→ **Information provided**:

-=-=-

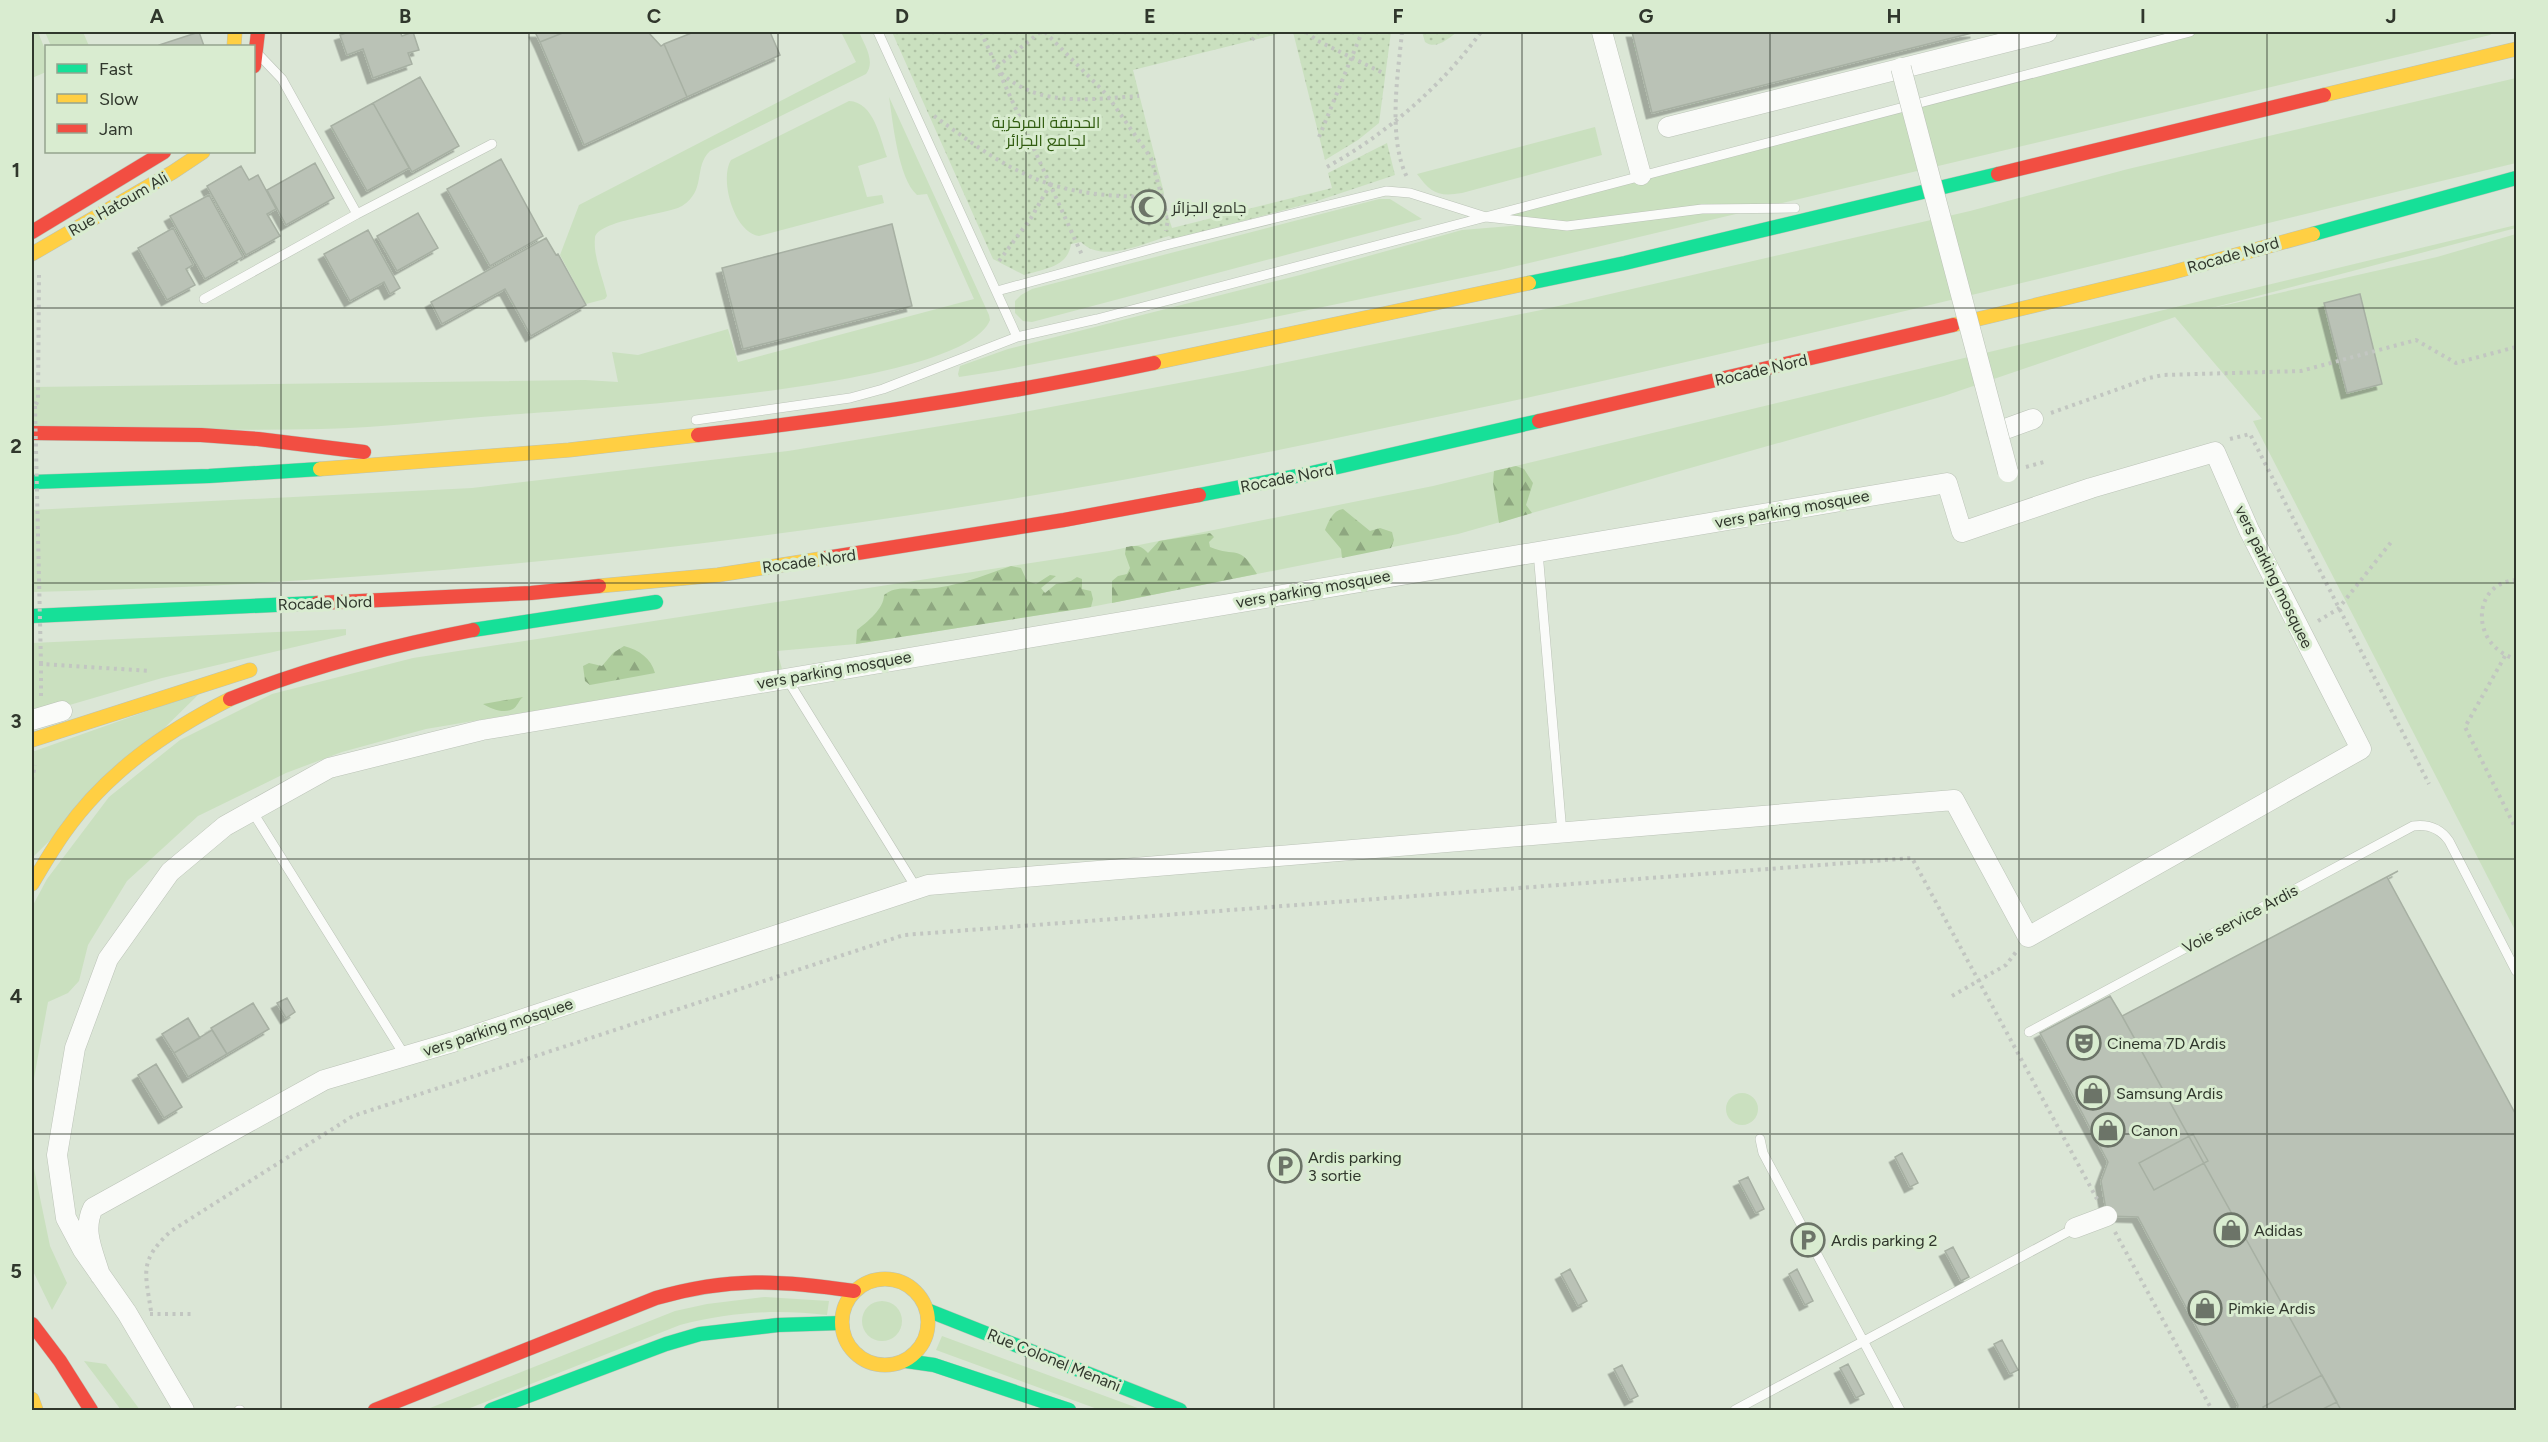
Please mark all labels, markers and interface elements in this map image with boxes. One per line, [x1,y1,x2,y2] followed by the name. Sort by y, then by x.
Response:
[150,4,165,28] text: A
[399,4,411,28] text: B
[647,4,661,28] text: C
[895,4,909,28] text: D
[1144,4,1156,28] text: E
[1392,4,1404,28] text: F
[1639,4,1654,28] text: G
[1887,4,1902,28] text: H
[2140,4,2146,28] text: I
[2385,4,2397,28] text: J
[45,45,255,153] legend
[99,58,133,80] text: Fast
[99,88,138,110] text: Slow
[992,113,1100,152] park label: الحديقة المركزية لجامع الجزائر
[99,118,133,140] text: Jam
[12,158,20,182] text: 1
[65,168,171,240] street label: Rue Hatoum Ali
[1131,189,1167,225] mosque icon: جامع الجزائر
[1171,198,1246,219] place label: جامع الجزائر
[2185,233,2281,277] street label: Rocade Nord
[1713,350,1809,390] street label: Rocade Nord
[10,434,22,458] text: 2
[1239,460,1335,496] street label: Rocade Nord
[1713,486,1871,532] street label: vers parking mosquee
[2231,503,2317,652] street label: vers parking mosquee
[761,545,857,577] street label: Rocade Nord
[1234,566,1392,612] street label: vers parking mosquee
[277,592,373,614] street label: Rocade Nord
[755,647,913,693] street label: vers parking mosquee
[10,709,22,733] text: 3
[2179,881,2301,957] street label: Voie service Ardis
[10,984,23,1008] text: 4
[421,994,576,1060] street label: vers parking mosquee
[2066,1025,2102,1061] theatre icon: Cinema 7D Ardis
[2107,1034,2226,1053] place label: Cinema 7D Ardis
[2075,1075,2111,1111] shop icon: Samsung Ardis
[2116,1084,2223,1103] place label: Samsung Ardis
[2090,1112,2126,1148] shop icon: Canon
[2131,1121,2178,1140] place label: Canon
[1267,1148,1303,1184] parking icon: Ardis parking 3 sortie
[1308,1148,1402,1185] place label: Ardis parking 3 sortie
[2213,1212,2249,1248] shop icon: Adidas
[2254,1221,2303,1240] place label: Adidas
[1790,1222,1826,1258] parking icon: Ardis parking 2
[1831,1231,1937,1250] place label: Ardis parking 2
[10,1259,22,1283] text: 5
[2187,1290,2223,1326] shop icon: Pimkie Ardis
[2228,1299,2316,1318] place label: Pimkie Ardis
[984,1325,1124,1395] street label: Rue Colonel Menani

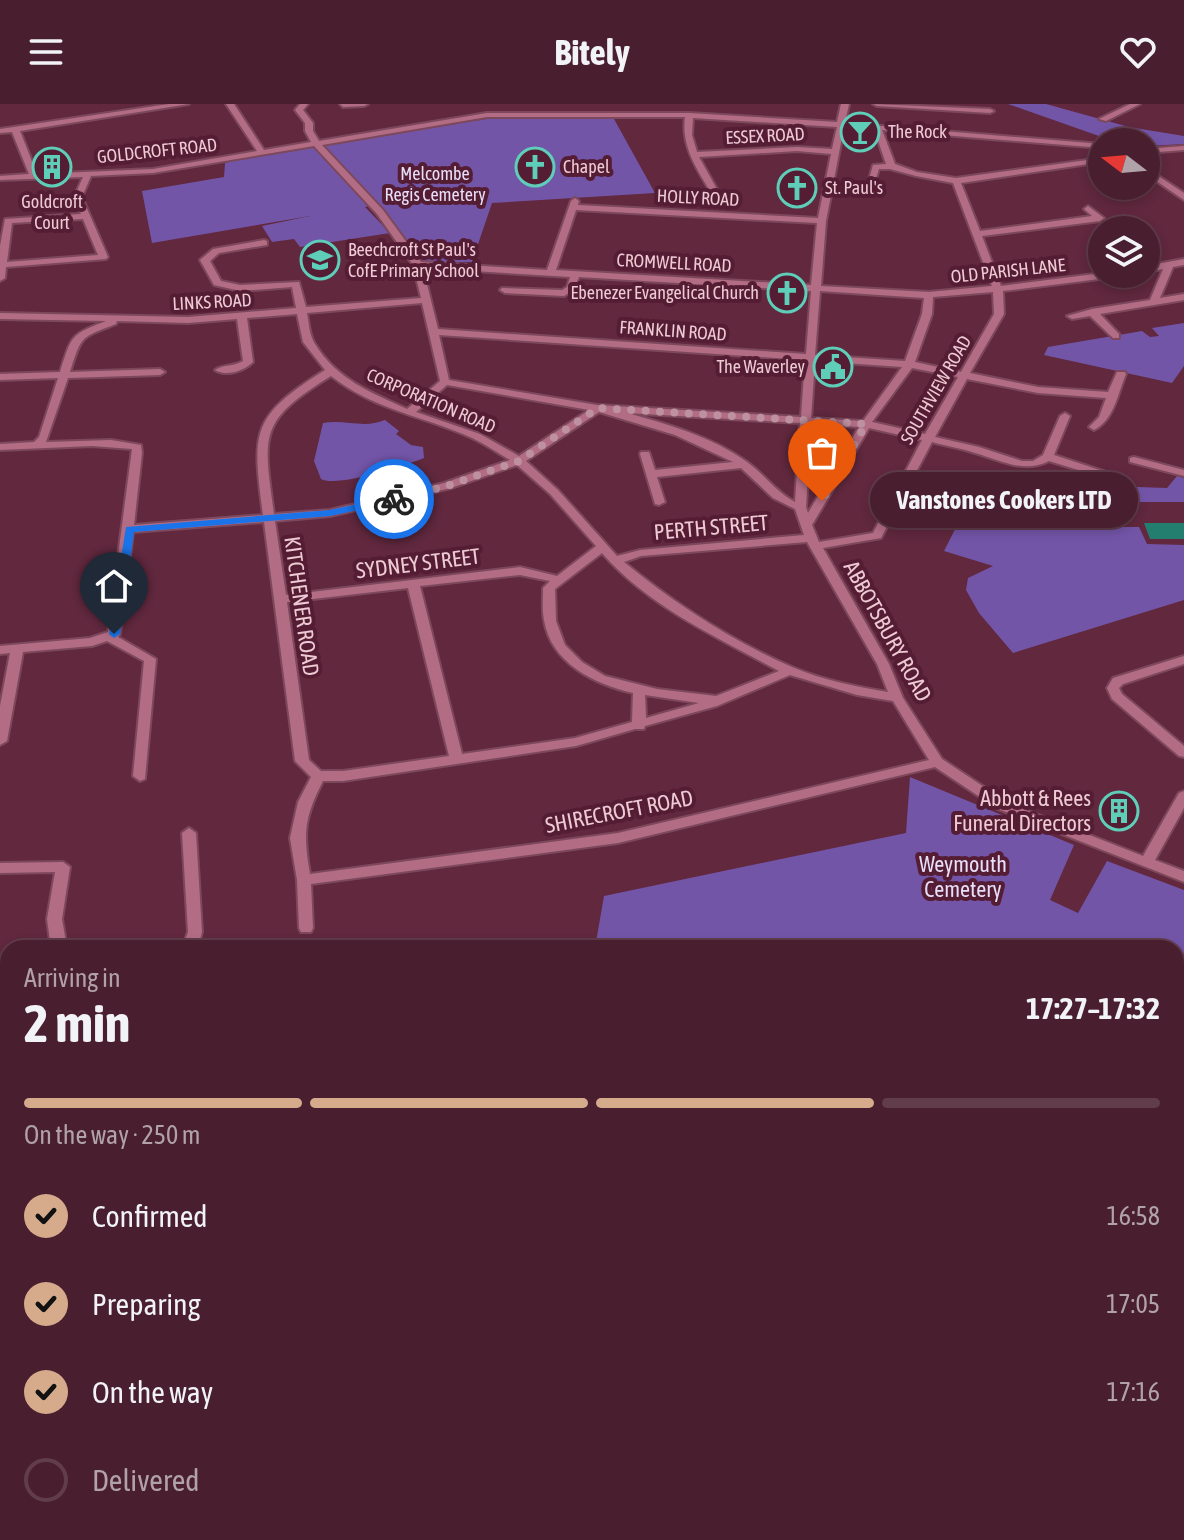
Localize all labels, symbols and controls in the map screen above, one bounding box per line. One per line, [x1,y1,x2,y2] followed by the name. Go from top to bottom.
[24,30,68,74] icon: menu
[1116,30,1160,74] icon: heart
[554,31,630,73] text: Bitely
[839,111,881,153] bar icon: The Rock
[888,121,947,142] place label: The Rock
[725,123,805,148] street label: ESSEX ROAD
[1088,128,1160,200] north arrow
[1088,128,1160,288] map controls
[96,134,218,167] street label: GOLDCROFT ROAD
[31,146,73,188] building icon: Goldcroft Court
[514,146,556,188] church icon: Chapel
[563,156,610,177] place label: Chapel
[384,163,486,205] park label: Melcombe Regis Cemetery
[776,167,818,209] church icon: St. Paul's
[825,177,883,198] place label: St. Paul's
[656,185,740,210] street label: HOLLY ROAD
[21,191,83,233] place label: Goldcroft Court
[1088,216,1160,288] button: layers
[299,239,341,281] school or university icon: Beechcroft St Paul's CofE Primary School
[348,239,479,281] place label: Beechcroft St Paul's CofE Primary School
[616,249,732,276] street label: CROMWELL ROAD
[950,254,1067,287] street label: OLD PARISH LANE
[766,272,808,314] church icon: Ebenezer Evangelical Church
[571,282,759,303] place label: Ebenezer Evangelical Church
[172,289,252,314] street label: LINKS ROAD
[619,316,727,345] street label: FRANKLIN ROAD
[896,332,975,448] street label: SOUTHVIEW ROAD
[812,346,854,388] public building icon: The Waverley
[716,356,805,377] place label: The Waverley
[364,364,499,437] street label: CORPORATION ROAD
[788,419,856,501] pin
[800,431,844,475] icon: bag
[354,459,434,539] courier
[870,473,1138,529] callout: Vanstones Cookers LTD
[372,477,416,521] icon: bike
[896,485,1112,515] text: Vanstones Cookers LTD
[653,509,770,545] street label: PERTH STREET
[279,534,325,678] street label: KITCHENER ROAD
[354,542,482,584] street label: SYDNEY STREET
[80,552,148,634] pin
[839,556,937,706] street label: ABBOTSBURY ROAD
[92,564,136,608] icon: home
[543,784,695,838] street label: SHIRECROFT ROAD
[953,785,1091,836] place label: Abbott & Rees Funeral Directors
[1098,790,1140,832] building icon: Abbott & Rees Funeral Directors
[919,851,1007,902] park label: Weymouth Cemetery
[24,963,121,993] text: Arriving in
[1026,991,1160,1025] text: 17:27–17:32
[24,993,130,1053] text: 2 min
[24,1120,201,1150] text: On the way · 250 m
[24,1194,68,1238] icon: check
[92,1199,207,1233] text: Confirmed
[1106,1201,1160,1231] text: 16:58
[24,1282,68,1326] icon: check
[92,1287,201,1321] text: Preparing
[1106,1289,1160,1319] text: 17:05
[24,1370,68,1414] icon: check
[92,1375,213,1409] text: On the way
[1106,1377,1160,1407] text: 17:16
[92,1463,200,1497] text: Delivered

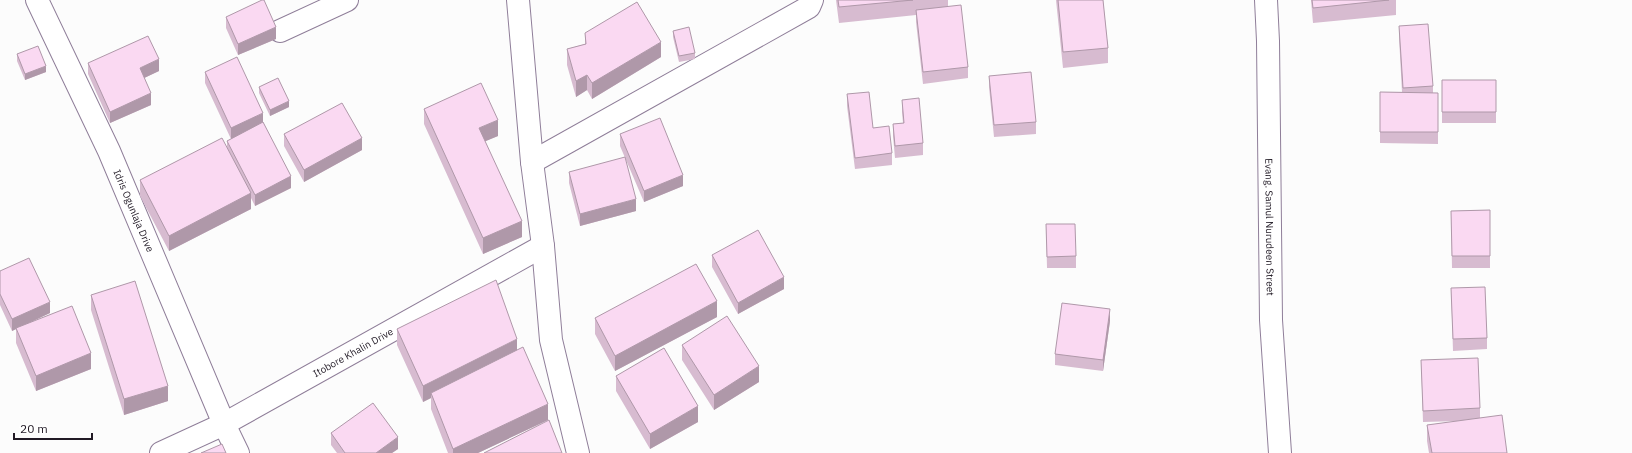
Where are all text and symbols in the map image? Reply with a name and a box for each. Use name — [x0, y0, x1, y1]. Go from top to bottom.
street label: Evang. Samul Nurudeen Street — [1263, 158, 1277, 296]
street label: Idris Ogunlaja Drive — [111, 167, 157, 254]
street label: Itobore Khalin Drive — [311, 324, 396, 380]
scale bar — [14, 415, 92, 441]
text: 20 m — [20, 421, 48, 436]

-=-=-

→ **The task**: Your answer should be one number: how many lines in the material above contain the string "Cemetery".

→ **Task output**: 2